### PROVIDED MATERIAL

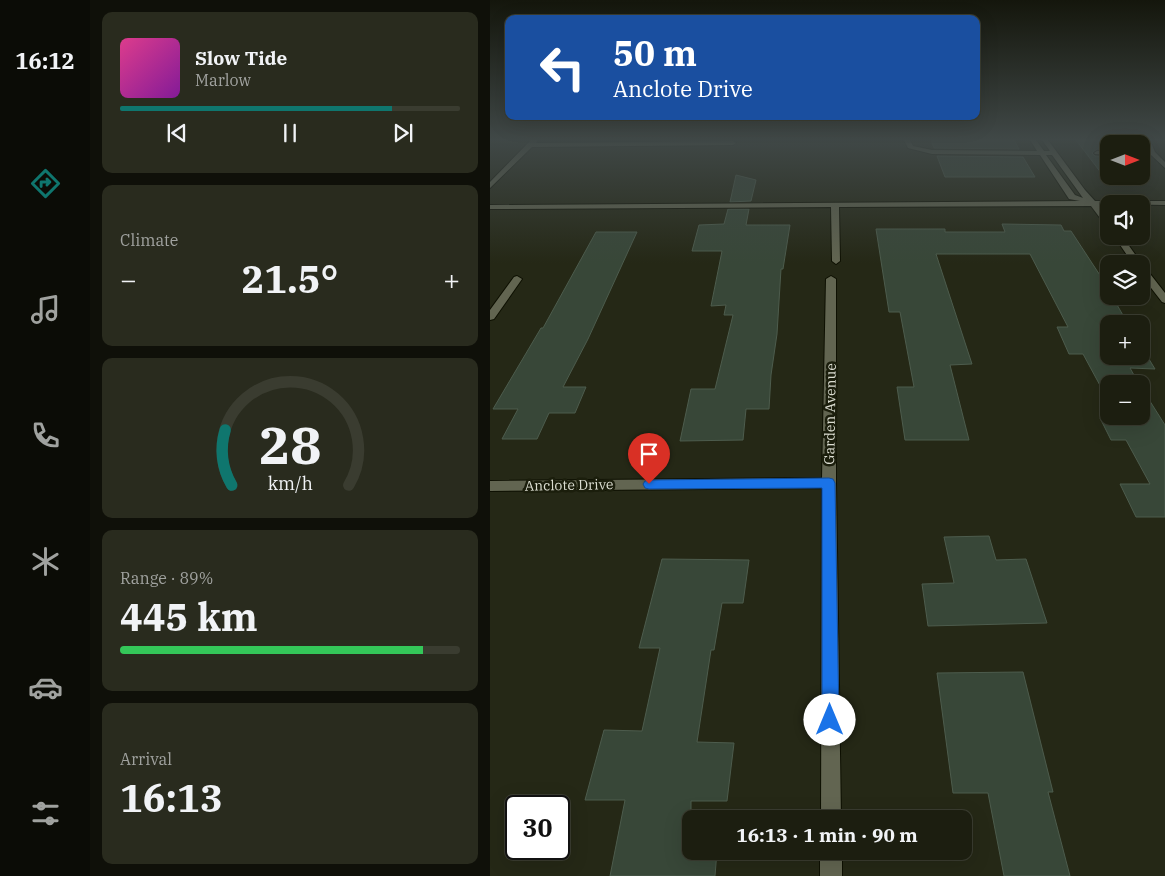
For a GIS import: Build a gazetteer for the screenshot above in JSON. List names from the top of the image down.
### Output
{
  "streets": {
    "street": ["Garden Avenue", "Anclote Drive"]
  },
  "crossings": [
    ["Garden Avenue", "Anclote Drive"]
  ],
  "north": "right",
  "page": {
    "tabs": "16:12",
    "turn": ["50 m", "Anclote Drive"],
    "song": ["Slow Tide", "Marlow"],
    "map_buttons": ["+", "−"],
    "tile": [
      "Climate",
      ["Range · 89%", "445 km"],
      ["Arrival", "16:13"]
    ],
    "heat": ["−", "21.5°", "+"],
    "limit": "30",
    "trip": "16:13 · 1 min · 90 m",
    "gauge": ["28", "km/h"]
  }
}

### TASK
The answer is the whole listing above, written out verbatim, without its pictures.

### COMPLETED EXERCISE
For a GIS import: Build a gazetteer for the screenshot above in JSON. List names from the top of the image down.
### Output
{
  "streets": {
    "street": ["Garden Avenue", "Anclote Drive"]
  },
  "crossings": [
    ["Garden Avenue", "Anclote Drive"]
  ],
  "north": "right",
  "page": {
    "tabs": "16:12",
    "turn": ["50 m", "Anclote Drive"],
    "song": ["Slow Tide", "Marlow"],
    "map_buttons": ["+", "−"],
    "tile": [
      "Climate",
      ["Range · 89%", "445 km"],
      ["Arrival", "16:13"]
    ],
    "heat": ["−", "21.5°", "+"],
    "limit": "30",
    "trip": "16:13 · 1 min · 90 m",
    "gauge": ["28", "km/h"]
  }
}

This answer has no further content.